Dehidden
Shipping Web3 Products
My entry into Web3 didn't come from ideology. It came from building on IPFS and then falling into NFTs as a technical primitive: metadata, content-addressed assets, and ownership represented in code.
Dehidden was the first place where Web3 stopped being "interesting tech" and became "production systems with deadlines".
High-Profile Clients
Over ~1 year, we shipped NFT/Web3 projects for brands and events:
- Coinbase
- Flipkart
- Mercedes
- NFT-NYC
- Polygon ecosystem events
- The Product House
The Part People Miss
NFT launches are not just contracts. They're operations. Traffic spikes, bot behavior, broken mint flows, last-minute requirement changes, and teams needing decisions quickly.
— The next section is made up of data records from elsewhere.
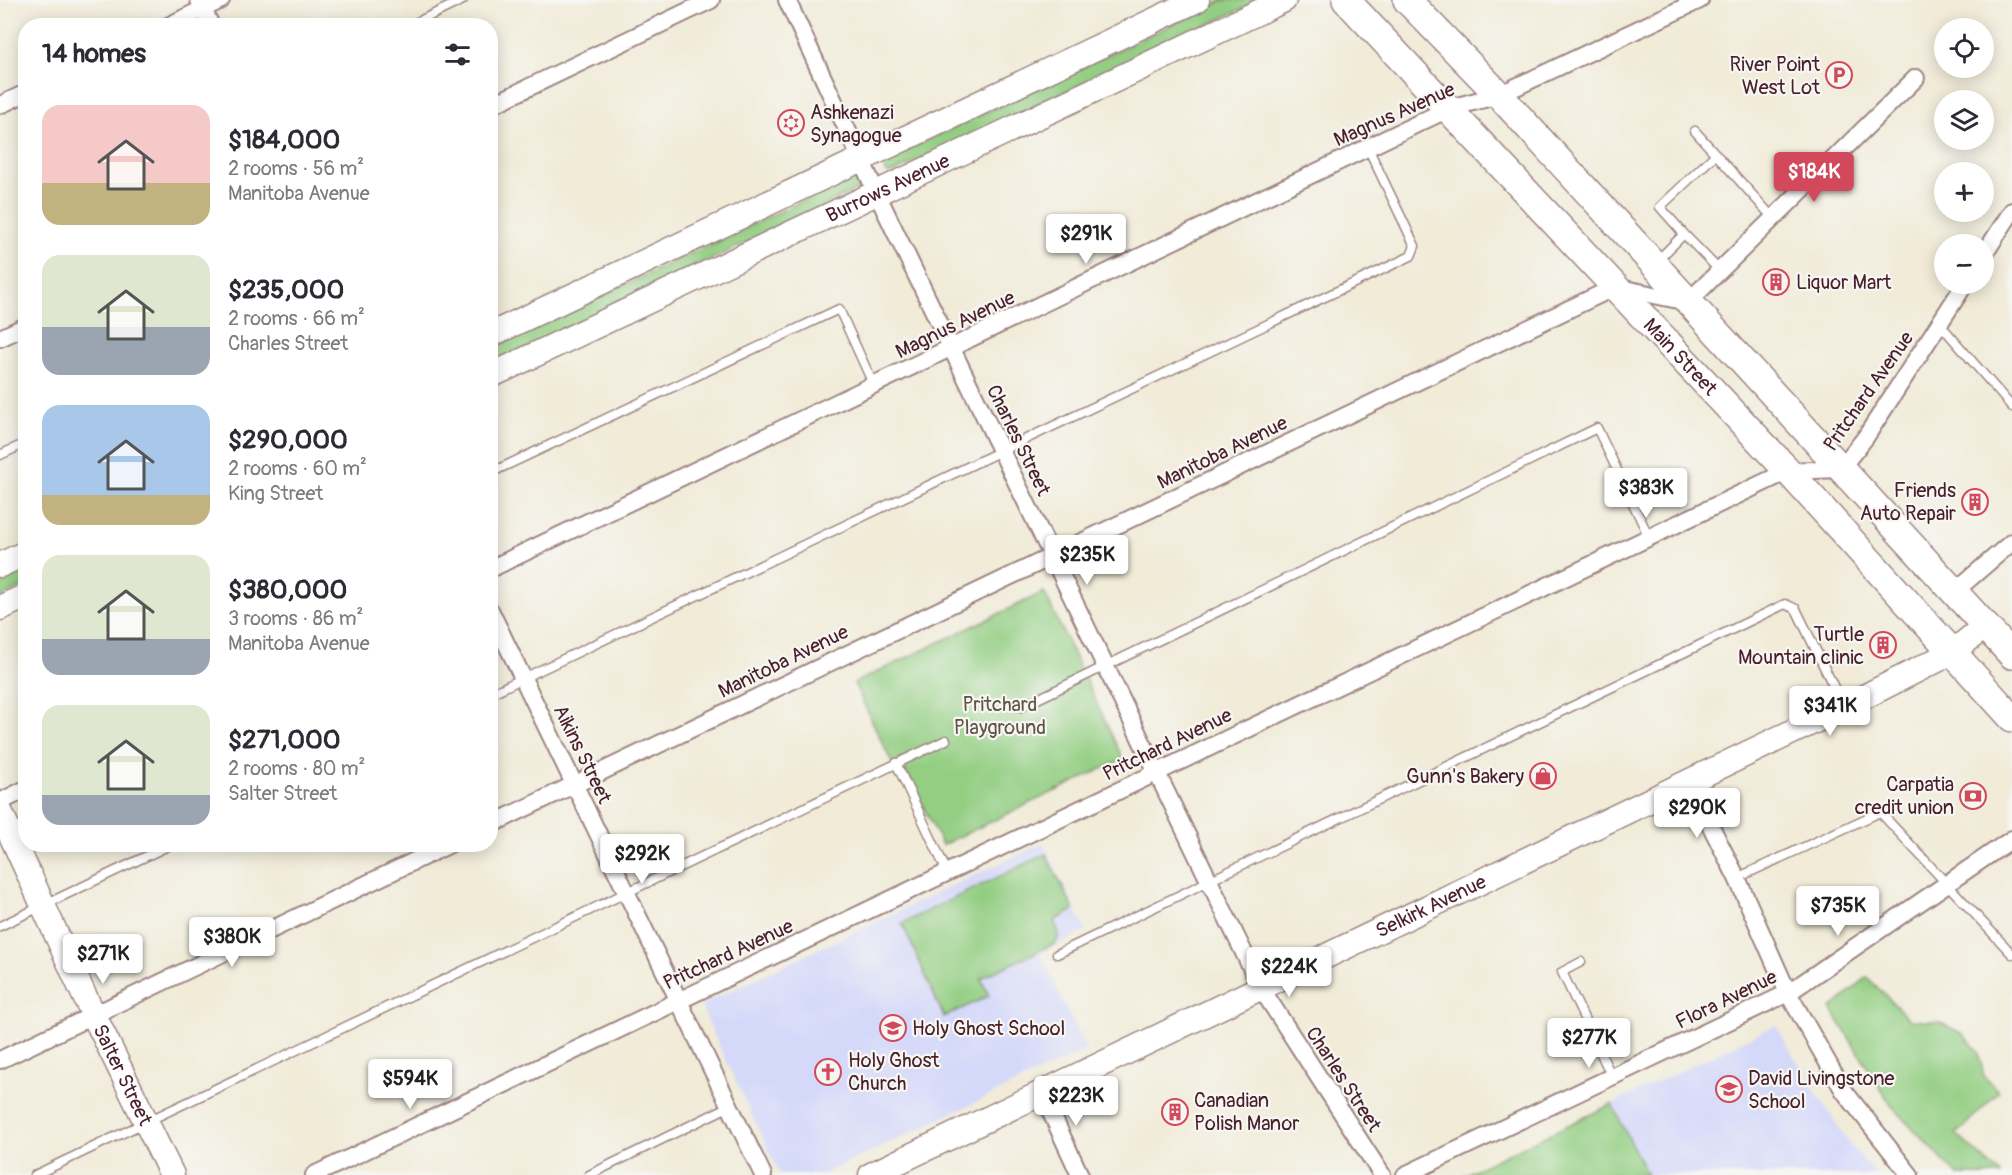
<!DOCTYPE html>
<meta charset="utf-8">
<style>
:root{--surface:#fff;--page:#f2f2f3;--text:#2b2b33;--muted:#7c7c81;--accent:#d1495b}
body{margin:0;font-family:Pangolin,sans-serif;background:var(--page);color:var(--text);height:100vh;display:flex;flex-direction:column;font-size:22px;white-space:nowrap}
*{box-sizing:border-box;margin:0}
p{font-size:20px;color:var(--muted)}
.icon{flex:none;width:33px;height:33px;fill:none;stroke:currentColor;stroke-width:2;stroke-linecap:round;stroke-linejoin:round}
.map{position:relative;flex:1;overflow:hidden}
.drawer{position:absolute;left:18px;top:18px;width:480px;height:834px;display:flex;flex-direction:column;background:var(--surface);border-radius:24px;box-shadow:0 3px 15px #0003}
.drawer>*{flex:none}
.buttons{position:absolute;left:1934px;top:18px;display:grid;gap:12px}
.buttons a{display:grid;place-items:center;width:60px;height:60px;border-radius:50%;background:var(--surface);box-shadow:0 3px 15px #0003;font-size:30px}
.price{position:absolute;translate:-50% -51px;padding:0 14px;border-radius:6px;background:#fff;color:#222;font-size:20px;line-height:39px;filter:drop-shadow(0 2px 3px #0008)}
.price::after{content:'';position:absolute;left:50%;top:36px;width:18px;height:14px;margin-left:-9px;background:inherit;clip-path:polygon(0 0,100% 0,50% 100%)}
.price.current{background:var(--accent);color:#fff}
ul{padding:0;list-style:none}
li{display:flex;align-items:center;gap:18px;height:150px;padding:0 24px}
li span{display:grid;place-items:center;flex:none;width:168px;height:120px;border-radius:18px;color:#555}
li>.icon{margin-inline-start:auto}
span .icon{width:72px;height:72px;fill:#fffc;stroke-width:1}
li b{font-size:26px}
h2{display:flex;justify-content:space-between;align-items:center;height:72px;padding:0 24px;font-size:26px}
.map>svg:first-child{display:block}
.built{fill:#d4d8f9}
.green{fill:#93ce82;stroke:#6e7656;stroke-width:1.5}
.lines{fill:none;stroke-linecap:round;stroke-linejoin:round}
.lane-casing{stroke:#9e8582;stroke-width:11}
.street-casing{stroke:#9e8582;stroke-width:20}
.secondary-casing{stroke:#9e8582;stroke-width:27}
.primary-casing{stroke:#9e8582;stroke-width:30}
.lane{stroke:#fff;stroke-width:8}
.street{stroke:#fff;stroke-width:16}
.secondary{stroke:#fff;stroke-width:24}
.primary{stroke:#fff;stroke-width:27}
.labels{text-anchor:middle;stroke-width:4.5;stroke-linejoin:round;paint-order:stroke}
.poi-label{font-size:20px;fill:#4a1f2b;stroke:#f6f6f2;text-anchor:start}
.street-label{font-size:20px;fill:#4a1f2b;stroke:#f6f6f2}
.park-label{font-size:20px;fill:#605445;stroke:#f6f6f2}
</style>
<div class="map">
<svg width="2012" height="1175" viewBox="0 0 2012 1175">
<rect width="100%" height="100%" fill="#f6f6f2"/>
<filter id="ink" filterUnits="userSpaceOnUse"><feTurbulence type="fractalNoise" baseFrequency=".0167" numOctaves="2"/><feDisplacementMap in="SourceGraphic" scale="12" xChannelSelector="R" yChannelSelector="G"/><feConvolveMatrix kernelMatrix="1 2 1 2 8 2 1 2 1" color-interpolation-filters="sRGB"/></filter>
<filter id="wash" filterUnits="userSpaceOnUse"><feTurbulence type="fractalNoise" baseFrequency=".008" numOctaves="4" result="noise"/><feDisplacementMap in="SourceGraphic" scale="24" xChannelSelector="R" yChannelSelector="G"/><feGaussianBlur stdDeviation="1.35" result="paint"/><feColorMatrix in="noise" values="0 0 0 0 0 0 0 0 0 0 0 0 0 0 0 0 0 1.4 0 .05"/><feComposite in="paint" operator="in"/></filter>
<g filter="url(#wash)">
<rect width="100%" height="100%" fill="#f1ebd8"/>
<path class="built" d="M1043,843L1086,931L1040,953L1086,1050L822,1175H780L700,1005Z
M1776,1025L1804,1074L1851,1146L1877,1175H1647L1612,1104Z"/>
<path class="green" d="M1224,0H1261L890,174L886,172L884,164L887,159Z
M857,175L861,176L865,183L863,187L491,365V348Z
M25,568V586L0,598V580Z
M1044,592L1123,759L942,845L900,759L892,763L854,683Z
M1046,854L1074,910L1054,921L1059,933L1056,943L981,978L989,996L944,1017L902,923Z
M1867,977L1910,1020L1939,1022L1963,1034L1978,1051L1984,1076L1999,1092L1956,1134L2001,1175H1957L1891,1105L1831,1009Z
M1612,1104L1647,1175H1463H1464Z"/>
</g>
<g filter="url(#ink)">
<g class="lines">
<defs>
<path id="lane" d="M409,26L463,0
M1695,131L1774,219
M1684,234L1660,207L1716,154
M1656,262L1684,234L1720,271
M1940,324L2012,407
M0,455L26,443
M490,473L839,309L874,386
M490,694L1411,256L1415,246L1368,148
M1021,707L1597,428L1649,537
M896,763L947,872
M1737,878L1880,812L2012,954
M0,926L172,844
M1057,954L1785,604L1796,609L1842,704
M1581,962L1562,972L1612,1077
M35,1175L946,740
M589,1175L730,1106"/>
<path id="street" d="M199,0L211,26
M787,0L877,194L1261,988L1382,1175
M168,26L221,0
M0,105L26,93
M490,106L711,0
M1983,256L2012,211
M0,338L26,326
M490,569L1450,108L1499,95L1700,0
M1954,592L2012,542
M490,610L763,1175
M1689,783L1737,878L1788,993L1844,1091L1910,1175
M0,802L26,789
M490,825L1615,287L1688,302L1916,78
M0,1060L450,844
M1042,1093L1080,1175
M314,1175L1788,471L1840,469L1865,438L1965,284
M1405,1175L1788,993L2012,839"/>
<g id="secondary">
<path d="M490,335L1197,0"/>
<path id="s1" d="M490,376L1284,0"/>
<path d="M0,565L26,553"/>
<path d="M0,608L26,596"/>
<path id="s2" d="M0,811L84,995L172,1175"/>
<path id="s3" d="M871,1175L1844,707L1953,652L1985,626"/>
</g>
<g id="primary">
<path id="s4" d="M1346,0L1788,471L2012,718"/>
<path d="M1407,0L1499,95L2012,655"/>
</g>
</defs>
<use href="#lane" class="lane-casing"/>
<use href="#street" class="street-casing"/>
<use href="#secondary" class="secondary-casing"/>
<use href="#primary" class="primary-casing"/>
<use href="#lane" class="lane"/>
<use href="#street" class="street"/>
<use href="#secondary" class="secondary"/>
<use href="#primary" class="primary"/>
</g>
</g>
<defs>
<symbol id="parking-ring" viewBox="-11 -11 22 22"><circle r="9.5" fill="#f6f6f2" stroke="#d1495b" stroke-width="1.5"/><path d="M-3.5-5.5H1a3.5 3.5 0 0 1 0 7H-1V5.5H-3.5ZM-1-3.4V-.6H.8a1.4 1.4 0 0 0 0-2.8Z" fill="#d1495b"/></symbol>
<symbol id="synagogue-ring" viewBox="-11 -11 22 22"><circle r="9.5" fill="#f6f6f2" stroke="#d1495b" stroke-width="1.5"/><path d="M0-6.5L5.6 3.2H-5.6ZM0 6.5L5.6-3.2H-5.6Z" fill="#d1495b"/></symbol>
<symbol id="building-ring" viewBox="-11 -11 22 22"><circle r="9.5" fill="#f6f6f2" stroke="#d1495b" stroke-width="1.5"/><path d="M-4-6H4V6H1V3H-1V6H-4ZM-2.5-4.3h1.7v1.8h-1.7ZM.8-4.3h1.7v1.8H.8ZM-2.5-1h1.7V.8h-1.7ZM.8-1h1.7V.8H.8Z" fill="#d1495b"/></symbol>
<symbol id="shop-ring" viewBox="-11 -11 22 22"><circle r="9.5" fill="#f6f6f2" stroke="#d1495b" stroke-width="1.5"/><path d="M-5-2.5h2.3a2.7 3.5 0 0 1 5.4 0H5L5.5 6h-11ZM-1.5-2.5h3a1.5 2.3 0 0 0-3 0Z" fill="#d1495b"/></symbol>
<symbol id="bank-ring" viewBox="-11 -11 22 22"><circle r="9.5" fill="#f6f6f2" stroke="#d1495b" stroke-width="1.5"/><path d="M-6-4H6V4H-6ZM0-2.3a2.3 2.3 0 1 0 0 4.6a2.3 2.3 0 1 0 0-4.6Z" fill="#d1495b"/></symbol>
<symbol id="school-ring" viewBox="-11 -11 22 22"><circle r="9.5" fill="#f6f6f2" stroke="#d1495b" stroke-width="1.5"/><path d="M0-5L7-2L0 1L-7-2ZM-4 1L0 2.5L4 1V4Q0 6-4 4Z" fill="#d1495b"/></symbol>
<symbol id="church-ring" viewBox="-11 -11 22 22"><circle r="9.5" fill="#f6f6f2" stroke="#d1495b" stroke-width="1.5"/><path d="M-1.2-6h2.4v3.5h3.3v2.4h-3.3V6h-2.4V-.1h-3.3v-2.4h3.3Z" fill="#d1495b"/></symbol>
</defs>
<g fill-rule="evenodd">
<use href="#parking-ring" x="1824" y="60" width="30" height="30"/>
<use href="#synagogue-ring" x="776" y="108" width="30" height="30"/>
<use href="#building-ring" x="1761" y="267" width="30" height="30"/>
<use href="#building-ring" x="1960" y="487" width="30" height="30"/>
<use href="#building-ring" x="1868" y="630" width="30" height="30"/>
<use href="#shop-ring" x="1528" y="761" width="30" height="30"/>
<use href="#bank-ring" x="1958" y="781" width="30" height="30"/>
<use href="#school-ring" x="878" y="1013" width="30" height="30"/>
<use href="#church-ring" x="813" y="1057" width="30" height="30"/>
<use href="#school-ring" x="1714" y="1074" width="30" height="30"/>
<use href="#building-ring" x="1160" y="1097" width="30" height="30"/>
</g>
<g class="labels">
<g class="poi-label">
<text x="1820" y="71" text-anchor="end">River Point<tspan x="1820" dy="23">West Lot</tspan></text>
<text x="810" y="119">Ashkenazi<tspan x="810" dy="23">Synagogue</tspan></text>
<text x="1796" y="289">Liquor Mart</text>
<text x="1956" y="497" text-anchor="end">Friends<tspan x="1956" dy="23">Auto Repair</tspan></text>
<text x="1864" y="641" text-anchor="end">Turtle<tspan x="1864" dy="23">Mountain clinic</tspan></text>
<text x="1524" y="783" text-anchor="end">Gunn's Bakery</text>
<text x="1954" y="791" text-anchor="end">Carpatia<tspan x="1954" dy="23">credit union</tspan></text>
<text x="912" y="1035">Holy Ghost School</text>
<text x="848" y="1067">Holy Ghost<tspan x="848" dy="23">Church</tspan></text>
<text x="1748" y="1085">David Livingstone<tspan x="1748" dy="23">School</tspan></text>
<text x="1194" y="1107">Canadian<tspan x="1194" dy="23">Polish Manor</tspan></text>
</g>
<g class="street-label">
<text transform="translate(1394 114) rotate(-24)" y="7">Magnus Avenue</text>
<text dy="7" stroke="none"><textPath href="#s1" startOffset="440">Burrows Avenue</textPath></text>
<text transform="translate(955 324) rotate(-26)" y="7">Magnus Avenue</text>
<text dy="7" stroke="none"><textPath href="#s4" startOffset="489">Main Street</textPath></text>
<text transform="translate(1868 391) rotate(-55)" y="7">Pritchard Avenue</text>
<text transform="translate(1019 440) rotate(64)" y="7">Charles Street</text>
<text transform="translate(1222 452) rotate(-26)" y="7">Manitoba Avenue</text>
<text transform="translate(783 661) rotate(-26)" y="7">Manitoba Avenue</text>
<text transform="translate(1167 744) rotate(-26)" y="7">Pritchard Avenue</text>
<text transform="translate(583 754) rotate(64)" y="7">Aikins Street</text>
<text dy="7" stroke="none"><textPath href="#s3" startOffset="621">Selkirk Avenue</textPath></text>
<text transform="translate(728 954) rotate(-25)" y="7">Pritchard Avenue</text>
<text transform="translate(1726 999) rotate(-26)" y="7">Flora Avenue</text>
<text dy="7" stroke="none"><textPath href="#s2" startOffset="291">Salter Street</textPath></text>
<text transform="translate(1344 1079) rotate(57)" y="7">Charles Street</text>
</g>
<g class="park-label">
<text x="1000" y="711">Pritchard<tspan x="1000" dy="23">Playground</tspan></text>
</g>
</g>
</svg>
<div class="buttons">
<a><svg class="icon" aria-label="locate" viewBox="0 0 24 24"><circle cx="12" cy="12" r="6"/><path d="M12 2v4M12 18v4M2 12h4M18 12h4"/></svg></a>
<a><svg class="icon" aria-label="layers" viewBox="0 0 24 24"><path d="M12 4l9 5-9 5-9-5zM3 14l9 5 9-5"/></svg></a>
<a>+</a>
<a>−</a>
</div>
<b class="price current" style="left:1814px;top:203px">$184K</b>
<b class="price" style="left:1086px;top:265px">$291K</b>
<b class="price" style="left:1646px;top:519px">$383K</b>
<b class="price" style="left:1087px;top:586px">$235K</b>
<b class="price" style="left:1830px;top:737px">$341K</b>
<b class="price" style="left:1697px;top:839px">$290K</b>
<b class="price" style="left:642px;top:885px">$292K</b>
<b class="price" style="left:1838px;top:937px">$735K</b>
<b class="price" style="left:232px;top:968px">$380K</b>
<b class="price" style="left:103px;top:985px">$271K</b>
<b class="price" style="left:1289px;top:998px">$224K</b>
<b class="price" style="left:1589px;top:1069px">$277K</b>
<b class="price" style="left:410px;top:1110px">$594K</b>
<b class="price" style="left:1076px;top:1127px">$223K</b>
<section class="drawer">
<h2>14 homes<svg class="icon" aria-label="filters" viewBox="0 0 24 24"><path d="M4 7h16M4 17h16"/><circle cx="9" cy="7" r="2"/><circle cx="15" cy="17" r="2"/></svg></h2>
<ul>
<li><span style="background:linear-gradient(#f6c9c9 65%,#c2b280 0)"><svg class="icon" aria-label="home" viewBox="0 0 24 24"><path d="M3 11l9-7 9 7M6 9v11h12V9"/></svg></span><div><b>$184,000</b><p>2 rooms · 56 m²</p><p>Manitoba Avenue</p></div></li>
<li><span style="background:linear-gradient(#dfe7d0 60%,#9aa5b1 0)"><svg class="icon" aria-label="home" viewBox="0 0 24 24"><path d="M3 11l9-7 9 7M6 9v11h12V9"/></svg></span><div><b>$235,000</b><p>2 rooms · 66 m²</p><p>Charles Street</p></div></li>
<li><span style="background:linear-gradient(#a9c7e8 75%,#c2b280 0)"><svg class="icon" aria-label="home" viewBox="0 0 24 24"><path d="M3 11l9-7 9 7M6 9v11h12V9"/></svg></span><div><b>$290,000</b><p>2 rooms · 60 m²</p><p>King Street</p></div></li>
<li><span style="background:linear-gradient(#dfe7d0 70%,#9aa5b1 0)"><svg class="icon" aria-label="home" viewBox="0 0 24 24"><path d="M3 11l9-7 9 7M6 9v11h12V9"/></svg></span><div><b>$380,000</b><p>3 rooms · 86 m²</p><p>Manitoba Avenue</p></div></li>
<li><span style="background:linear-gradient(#dfe7d0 75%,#9aa5b1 0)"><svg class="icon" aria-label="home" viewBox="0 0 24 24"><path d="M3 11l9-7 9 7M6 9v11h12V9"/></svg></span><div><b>$271,000</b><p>2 rooms · 80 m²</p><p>Salter Street</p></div></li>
</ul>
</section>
</div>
My role expanded naturally into product engineering:
- Designing end-to-end mint flows (user journey + contract constraints)
- Coordinating teams and timelines
- Reviewing contract patterns and edge cases
- Shipping and fixing under pressure when things broke close to go-live
🛡️ Web3Rescue
One public artifact that captures the security + execution mindset I developed in this phase. Built to recover funds from compromised wallets before sweepers drain them, using Flashbots-style execution.
View on DevfolioThat Dehidden year gave me the fundamentals I still use: how to build systems that survive real usage, and how to stay calm when the "perfect plan" meets production.